Уже в третий раз с начала встречи Пуан принялся разжигать погасшую трубку. Жена министра повернулась к Мегрэ:
– Вы тоже можете курить, если хотите. Я привыкла.
– С семи утра начал трезвонить телефон. В основном журналисты, которые хотят задать мне вопросы. Сначала я говорил, что у меня нет никаких заявлений для прессы. Но тон их стал почти угрожающим, со мной лично связались два главных редактора крупных изданий. В конце концов я назначил на одиннадцать утра пресс-конференцию в своем кабинете. Но сначала я хотел с вами повидаться. Полагаю…
Министр то ли из суеверия, то ли из застенчивости оставил этот вопрос напоследок:
– Полагаю, вам ничего не удалось обнаружить?
Почему Мегрэ молча полез в карман и, не говоря ни слова, протянул найденное письмо министру? Возможно, чтобы придать большее значение своей находке и тем самым завоевать доверие Пуана? В любом случае, в жесте его было что-то почти театральное, обычно совершенно комиссару не свойственное.
Мадам Пуан не двинулась с дивана, но дочь, Анна-Мария, подошла к отцу и заглянула ему через плечо, чтобы вместе с ним прочитать записку.
– От кого это? – спросила она.
Мегрэ, в свою очередь, обратился к Пуану:
– Вы узнаёте почерк?
– Что-то знакомое. Только никак не могу припомнить…
– Это письмо было написано в прошлый четверг Жозефом Маскуленом.
– Кому?
– Жюлю Пикемалю.
Повисла тишина. Пуан молча протянул записку жене. Каждый пытался про себя сообразить, сколь значима эта находка. Когда Мегрэ снова заговорил, состоялось нечто вроде допроса, почти как на бульваре Пастер:
– Какие у вас отношения с Маскуленом?
– Никаких.
– Вам приходилось ссориться?
– Нет.
Пуан был серьезен и озабочен. Хотя Мегрэ никогда не вмешивался в политику, он все же был немного знаком с атмосферой, царившей в парламенте. Как правило, депутаты, даже если они принадлежат к разным партиям и ожесточенно нападают друг на друга с трибун, поддерживают дружественные отношения, напоминающие отношения школьных товарищей или сослуживцев.

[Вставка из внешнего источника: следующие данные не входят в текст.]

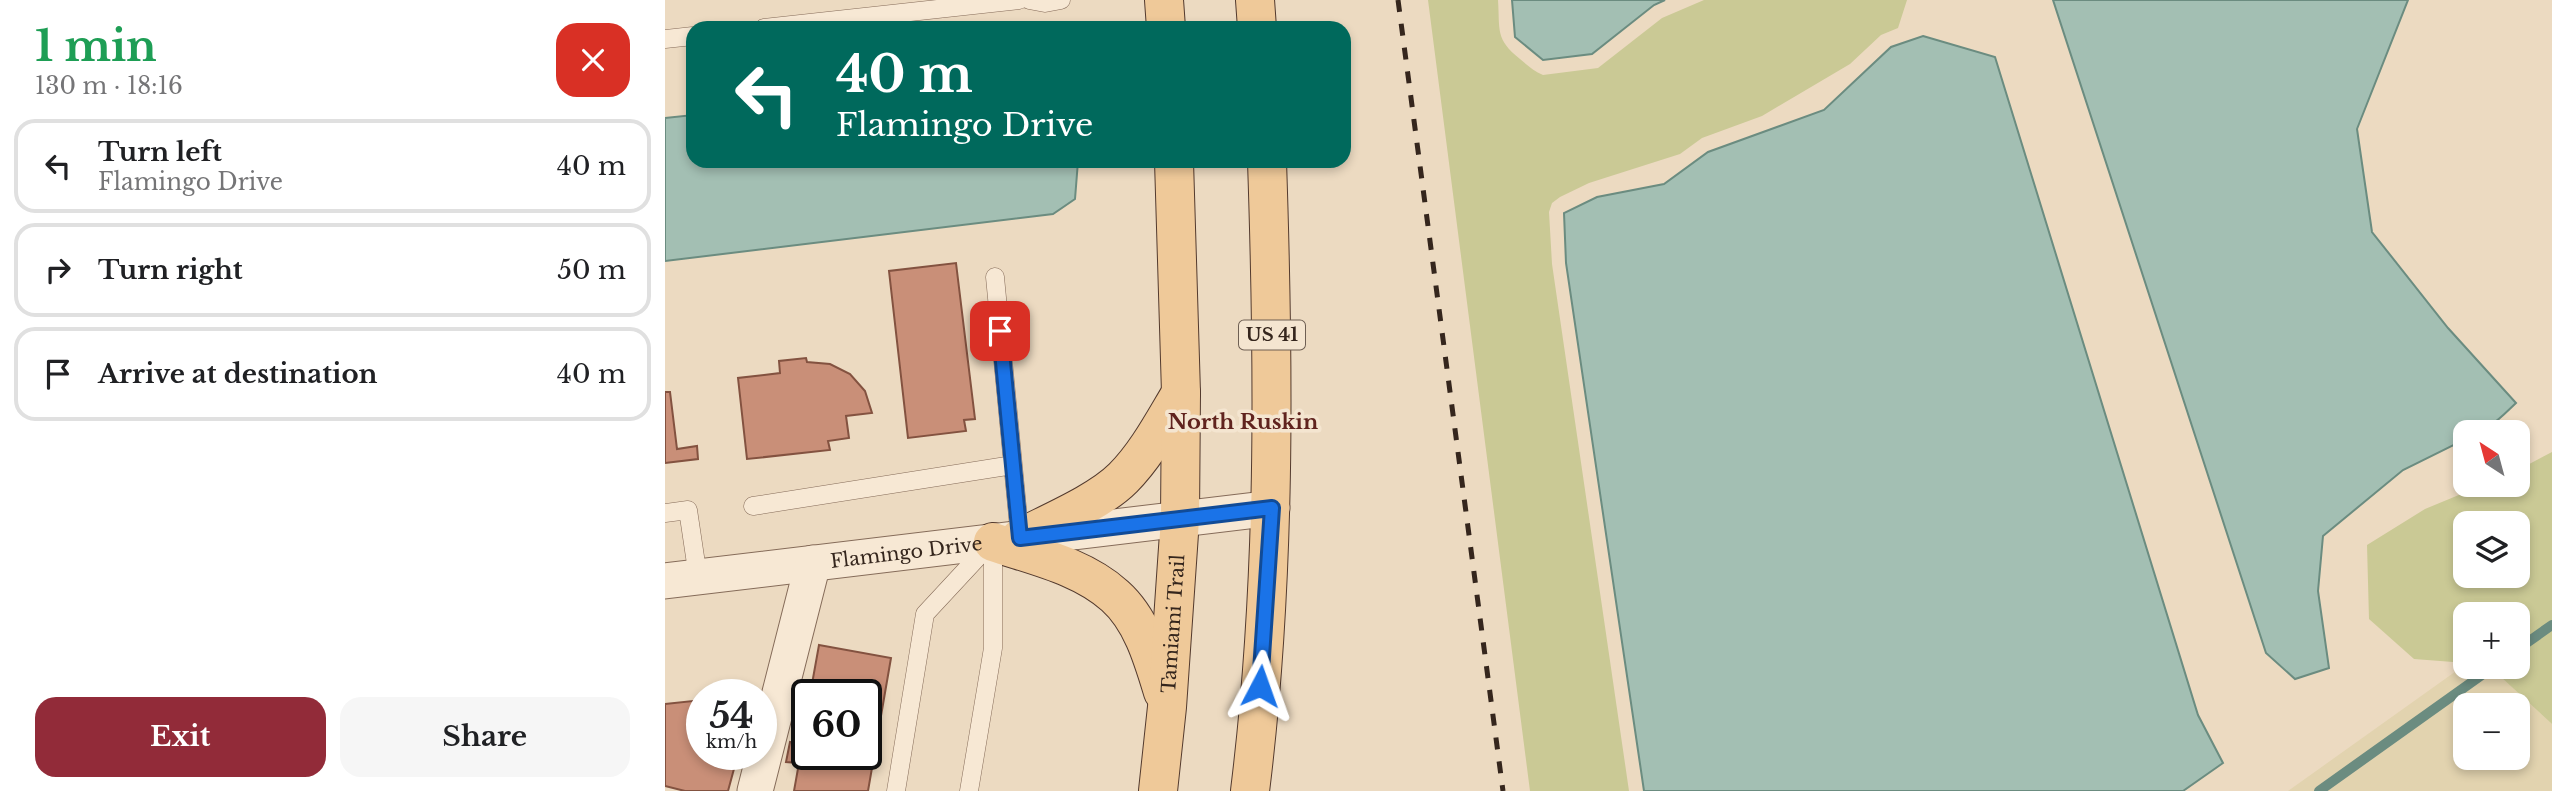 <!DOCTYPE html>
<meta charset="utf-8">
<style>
body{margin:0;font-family:"Libre Baskerville",serif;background:#f6f6f6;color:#202124;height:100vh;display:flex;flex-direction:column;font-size:26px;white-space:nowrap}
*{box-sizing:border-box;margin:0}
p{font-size:23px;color:#757577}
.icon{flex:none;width:38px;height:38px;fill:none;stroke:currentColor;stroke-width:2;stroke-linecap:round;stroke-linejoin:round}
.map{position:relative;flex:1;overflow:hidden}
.drawer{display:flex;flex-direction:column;background:#fff;width:665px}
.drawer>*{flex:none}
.top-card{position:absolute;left:21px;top:21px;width:665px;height:147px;border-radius:21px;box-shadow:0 4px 10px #0003;background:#00695c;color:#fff;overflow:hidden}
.needle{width:46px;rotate:324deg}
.buttons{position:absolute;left:1788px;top:420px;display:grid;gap:14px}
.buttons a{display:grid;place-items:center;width:77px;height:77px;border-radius:14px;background:#fff;box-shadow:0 4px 10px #0003;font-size:35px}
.speed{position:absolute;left:21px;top:679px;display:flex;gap:14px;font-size:35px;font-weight:700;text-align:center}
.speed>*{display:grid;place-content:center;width:91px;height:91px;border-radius:50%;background:#fff;box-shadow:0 4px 10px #0003;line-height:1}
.speed small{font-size:18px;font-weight:400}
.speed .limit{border:4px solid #111;border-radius:10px;background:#fff;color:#111}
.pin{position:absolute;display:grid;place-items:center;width:60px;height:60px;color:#fff;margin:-30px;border-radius:14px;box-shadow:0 4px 10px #0006}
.me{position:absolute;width:77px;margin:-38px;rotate:4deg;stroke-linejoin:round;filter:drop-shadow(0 0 5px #0008)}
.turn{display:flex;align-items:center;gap:24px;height:147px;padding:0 35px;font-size:32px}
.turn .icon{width:91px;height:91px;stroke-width:2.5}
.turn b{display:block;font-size:49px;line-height:60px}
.round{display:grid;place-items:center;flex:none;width:74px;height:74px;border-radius:21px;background:#f6f6f6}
.head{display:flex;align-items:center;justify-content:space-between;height:119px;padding:0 35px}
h1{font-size:42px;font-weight:800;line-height:52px;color:#1e9e55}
.cta{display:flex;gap:14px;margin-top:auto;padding:14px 35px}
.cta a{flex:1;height:80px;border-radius:21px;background:#922b39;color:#fff;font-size:28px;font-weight:800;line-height:80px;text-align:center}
.cta a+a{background:#f6f6f6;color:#202124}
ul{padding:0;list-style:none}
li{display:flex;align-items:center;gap:21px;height:94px;margin:0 14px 10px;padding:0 21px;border:4px solid #e0e0e0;border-radius:21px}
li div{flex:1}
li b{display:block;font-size:26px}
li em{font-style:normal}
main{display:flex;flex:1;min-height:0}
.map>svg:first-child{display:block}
.farmland{fill:#e2d3af;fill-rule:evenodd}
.green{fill:#cac995;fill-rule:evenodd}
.water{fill:#a3bfb3;stroke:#6b8c80;stroke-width:2}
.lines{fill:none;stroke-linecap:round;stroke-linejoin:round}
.stream{stroke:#6b8c80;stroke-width:10}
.building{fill:#c98f78;stroke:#835240;stroke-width:2}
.lane-casing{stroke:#856b59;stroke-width:19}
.street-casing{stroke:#856b59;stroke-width:37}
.primary-casing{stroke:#533a2e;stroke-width:40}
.lane{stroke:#f7e8d4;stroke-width:18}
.street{stroke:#f7e8d4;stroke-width:35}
.primary{stroke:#efc999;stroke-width:38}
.rail{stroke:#35261d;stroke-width:5;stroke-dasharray:12 12;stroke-linecap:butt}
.route-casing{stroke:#114b97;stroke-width:18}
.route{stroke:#1a73e8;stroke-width:12}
.labels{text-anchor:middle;stroke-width:7;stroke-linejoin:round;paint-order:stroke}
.shield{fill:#f4e5d0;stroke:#6e5f53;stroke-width:2}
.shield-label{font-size:18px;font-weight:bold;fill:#35261d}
.street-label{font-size:19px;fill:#35261d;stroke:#f4e5d0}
.neighbourhood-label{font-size:21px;font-weight:bold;fill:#60231e;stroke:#f4e5d0}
</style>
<main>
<section class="drawer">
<div class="head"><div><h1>1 min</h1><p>130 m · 18:16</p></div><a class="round" style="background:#d93025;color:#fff"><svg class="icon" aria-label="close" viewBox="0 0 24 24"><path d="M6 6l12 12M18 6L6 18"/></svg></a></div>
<ul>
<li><svg class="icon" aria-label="left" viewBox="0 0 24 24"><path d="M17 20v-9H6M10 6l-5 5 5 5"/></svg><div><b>Turn left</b><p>Flamingo Drive</p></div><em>40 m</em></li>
<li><svg class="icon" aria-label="right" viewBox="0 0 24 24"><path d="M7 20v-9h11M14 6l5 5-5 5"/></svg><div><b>Turn right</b></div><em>50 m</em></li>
<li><svg class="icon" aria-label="arrive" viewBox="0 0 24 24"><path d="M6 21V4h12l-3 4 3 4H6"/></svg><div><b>Arrive at destination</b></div><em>40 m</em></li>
</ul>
<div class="cta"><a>Exit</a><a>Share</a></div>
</section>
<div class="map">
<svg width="1887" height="791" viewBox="0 0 1887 791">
<rect width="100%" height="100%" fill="#ecdac1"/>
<!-- farmland -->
<path class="farmland" d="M1801,664v3h24l62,57v67h-264zM1801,705h52v53h-52z"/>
<!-- green -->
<path class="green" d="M763,0h70c2,30 -3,39 22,59 7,6 14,12 23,16l55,-7 64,-50 42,-18h203l-9,28 -17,7 -31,29 -88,52 -60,22 -22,16 -91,29 -29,14 -8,6 -3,9 3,52 77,527h-99z
M1887,452v272l-62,-57h28v-53h-52v49l-52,-4 -45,-40 -2,-74 58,-36 58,-24h35v-15zM1801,523h52v53h-52z"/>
<!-- water -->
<path class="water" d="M847,0h153l-11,5 -62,49 -49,6 -28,-23z
M1388,0h355l-51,129 15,103 76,96 68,75c-16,15 -27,29 -50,29v7l-63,31 -80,66 -5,55 11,77 -34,11 -29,-26z
M1258,36l72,21 203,658 25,48 -40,28h-539l-78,-528 -2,-50 33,-16 67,-13 44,-32 116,-42 67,-63z
M28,115v46h385l-3,38 -22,15 -388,47v-143z"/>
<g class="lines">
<!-- stream -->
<path class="stream" d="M1853,649l34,-24
M1654,791l174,-124"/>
</g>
<!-- building -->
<path class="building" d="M291,263l19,156 -11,1 2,11 -58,7 -19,-167z
M141,358l1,4 23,2 20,10 15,17 7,22 -26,3 3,22 -21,3 2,9 -83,9 -9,-81 42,-5 -1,-12z
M0,392h5l7,57 20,-3 1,13 -33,4z
M154,645l72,13 -23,133h-74l5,-28 -13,-1 4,-20 11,2 6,-31v41h59v-59h-56z
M37,700v54h36l-10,37h-43l-20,-5v-82z"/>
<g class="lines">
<!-- lane casing -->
<g class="lane-casing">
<path id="lane" d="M364,0l16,3 16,-3
M99,28l255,-28
M0,39l28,-3
M330,277l25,261
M88,506l260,-41
M0,513l23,-3 10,67
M231,791l29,-177 65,-70
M304,791l24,-143v-106"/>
</g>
<!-- street casing -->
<g class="street-casing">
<g id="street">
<path id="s1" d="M0,581l607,-73"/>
<path d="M90,791l58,-228"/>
</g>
</g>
<!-- primary casing -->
<g class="primary-casing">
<g id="primary">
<path d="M499,0l2,28"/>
<path d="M590,0l2,28"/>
<path d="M355,538c31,-16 79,-36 103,-60 24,-24 41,-57 58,-85"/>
<path d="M328,542c41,14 89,24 122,54 27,24 38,63 48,96"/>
<path id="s2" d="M493,791l9,-84 13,-188 1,-126 -7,-232"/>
<path d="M585,791c26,-209 24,-420 17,-630"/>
</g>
</g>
<!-- lane -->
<use href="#lane" class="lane"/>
<!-- street -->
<use href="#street" class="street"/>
<!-- primary -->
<use href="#primary" class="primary"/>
<!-- rail -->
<path class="rail" d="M733,0l105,791"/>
</g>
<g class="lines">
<!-- route casing -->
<g class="route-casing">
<path id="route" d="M335,331l20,207 252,-30 -12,178"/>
</g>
<!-- route -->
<use href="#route" class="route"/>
</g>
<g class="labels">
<!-- shield labels -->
<rect class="shield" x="574" y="320.5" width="66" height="29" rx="5"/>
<g class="shield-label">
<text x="607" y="341">US 41</text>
</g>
<!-- street labels -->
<g class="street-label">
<text dy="7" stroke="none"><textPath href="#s1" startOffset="243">Flamingo Drive</textPath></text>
<text dy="7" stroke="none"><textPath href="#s2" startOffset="168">Tamiami Trail</textPath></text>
</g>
<!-- neighbourhood labels -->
<g class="neighbourhood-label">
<text x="578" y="429">North Ruskin</text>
</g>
</g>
</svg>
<div class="buttons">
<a><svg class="needle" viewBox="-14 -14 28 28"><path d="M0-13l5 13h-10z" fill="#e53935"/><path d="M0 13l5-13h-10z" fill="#757577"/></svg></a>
<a><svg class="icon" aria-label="layers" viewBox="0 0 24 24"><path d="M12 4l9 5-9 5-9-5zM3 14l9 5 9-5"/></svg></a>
<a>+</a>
<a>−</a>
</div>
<div class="speed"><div>54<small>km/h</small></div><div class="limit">60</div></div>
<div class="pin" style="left:335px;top:331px;background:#d93025"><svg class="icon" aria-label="arrive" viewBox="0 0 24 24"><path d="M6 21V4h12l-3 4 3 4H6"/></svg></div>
<svg class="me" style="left:595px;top:686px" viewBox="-20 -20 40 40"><path d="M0-17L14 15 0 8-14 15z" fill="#1a73e8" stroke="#fff" stroke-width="4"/></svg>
<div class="top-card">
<div class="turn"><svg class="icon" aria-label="left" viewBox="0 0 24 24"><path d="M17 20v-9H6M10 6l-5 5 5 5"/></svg><div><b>40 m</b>Flamingo Drive</div></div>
</div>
</div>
</main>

– Вы что же, совсем с ним не разговариваете? – настаивал Мегрэ.
Пуан потер лоб.
– Это случилось давно, когда я только появился в Палате. Новоизбранная Палата депутатов, вы наверняка помните. Небывалый энтузиазм, мы все клялись друг другу, что в новой политике не будет места коррупционерам и мошенникам.
Да, это было сразу после войны, страна была охвачена энтузиазмом. Всем хотелось чистоты и честности.
– Большая часть моих коллег, вернее значимая их часть, были, как и я, новичками в политике.
– Но не Маскулен.
– Нет. Конечно, в Палате оставались и депутаты с довоенных времен, но всем казалось, что именно «новенькие» правят бал, задают соответствующую атмосферу. Всего через несколько месяцев я уже не был так в этом уверен. А через два года разочаровался окончательно. Помнишь, Генриетта?
Он повернулся к жене.
– Настолько разочаровался, – сказала она, – что решил больше не переизбираться.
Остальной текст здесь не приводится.